Serum albumin is the most abundant protein in serum, total serum protein 50%. in CNS is a near absence of.BBB damage of serum albumin into a CNS has been confirmed, but the effect caused in the central nervous system has been rarely reported. Therefore, this experiment will be the first study of serum albumin in inflammatory effector cells the main central nervous system: after the activation of microglia proliferation and secretion of proinflammatory cytokines and the inflammatory reaction of central nervous system activation.
The complement system is present in human serum and tissue fluid in vertebrates and a group of proteins with enzymatic activity, immune defense reaction and widely involved in regulation, but also induce immune pathological injury such as inflammatory reaction, is the effect of system and has important biological significance, the effect should be amplified system. Complement expression in normal CNS level very low. The study found that the complement components in serum through BBB damage after CNS damage will be mediated by inflammation and exacerbation of CNS; inflammation can cause secondary injury and glial scar formation after injury.

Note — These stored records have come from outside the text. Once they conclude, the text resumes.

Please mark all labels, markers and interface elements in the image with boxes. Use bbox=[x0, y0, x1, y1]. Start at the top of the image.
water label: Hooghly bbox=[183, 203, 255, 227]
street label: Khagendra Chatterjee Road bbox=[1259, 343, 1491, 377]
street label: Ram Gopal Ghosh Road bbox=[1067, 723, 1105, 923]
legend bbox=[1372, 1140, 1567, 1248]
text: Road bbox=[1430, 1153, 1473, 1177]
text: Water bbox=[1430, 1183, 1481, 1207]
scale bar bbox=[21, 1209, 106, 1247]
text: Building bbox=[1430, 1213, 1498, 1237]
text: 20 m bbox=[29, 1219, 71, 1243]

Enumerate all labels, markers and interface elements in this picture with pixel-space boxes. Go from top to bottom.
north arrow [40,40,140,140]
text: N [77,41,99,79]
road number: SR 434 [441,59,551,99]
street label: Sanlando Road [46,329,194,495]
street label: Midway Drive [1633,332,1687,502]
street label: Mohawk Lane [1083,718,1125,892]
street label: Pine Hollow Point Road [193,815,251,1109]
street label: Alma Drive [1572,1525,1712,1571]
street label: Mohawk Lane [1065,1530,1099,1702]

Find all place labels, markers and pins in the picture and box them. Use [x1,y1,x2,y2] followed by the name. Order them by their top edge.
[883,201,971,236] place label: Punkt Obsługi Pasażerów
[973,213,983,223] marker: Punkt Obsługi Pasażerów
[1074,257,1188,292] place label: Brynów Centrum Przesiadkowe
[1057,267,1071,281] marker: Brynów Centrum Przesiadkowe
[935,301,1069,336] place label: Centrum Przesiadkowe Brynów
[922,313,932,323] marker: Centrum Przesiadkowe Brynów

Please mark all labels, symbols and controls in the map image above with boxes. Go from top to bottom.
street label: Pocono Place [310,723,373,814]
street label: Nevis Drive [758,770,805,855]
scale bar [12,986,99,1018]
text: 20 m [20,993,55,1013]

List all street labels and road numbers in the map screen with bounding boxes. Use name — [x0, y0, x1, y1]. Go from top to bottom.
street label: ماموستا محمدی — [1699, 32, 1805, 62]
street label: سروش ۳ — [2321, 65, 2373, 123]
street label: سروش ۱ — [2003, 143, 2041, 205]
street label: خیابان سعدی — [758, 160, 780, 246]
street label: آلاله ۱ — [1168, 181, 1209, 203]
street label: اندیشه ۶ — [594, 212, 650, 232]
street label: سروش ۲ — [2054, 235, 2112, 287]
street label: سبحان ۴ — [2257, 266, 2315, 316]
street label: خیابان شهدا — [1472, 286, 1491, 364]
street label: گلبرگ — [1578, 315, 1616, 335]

CNS in C3 is the complement activation factor pathway in our center, quasi knockout the mouse model of spinal cord injury by C3 gene, the secondary injury can reduce the SCI activation inhibition was observed in the mouse spinal cord complement, promote functional recovery, and to explore its mechanism.
Method:
The first part: microglial cells are innate immune cells existed in CNS, when the CNS micro environment changes, microglia can be activated and proliferation; proinflammatory cytokines IL-1 and TNF- alpha beta is an important medium of inflammation mediated inflammatory reaction in CNS. Therefore, we use serum albumin stimulation of 0.5 mg/ml N9 glial cells, the control group with PBS, RT-PCR and Real-time by RT-PCR assay after intervention 3,6,9,12h microglia IL-1 beta and TNF- alpha mRNA expression respectively; the serum albumin and LPS 0,0.1,0.5,1.0,2.0 mg/ml stimulated N9 microglia in 24h culture supernatant was collected for detection of ELISA, IL-1 and TNF- concentration determination of beta alpha cell factor the understanding of the dose-response relationship between the secretion of IL-1 and TNF- alpha beta effects on microglia; the serum albumin of 0.5 mg/ml dilution stimulation of N9 cells, the control group with PBS, respectively, 3,6,12,2 4h serum albumin stimulation group and PBS control group cells were detected by ELISA, IL-1 and TNF- concentration determination of beta alpha cytokines, understand the characteristics of the time effect; 0.5 l 100 mg/ml serum albumin injection in mice C57BL/6J cortex, activation of microglia was detected by immunohistochemical method and albumin in vivo after.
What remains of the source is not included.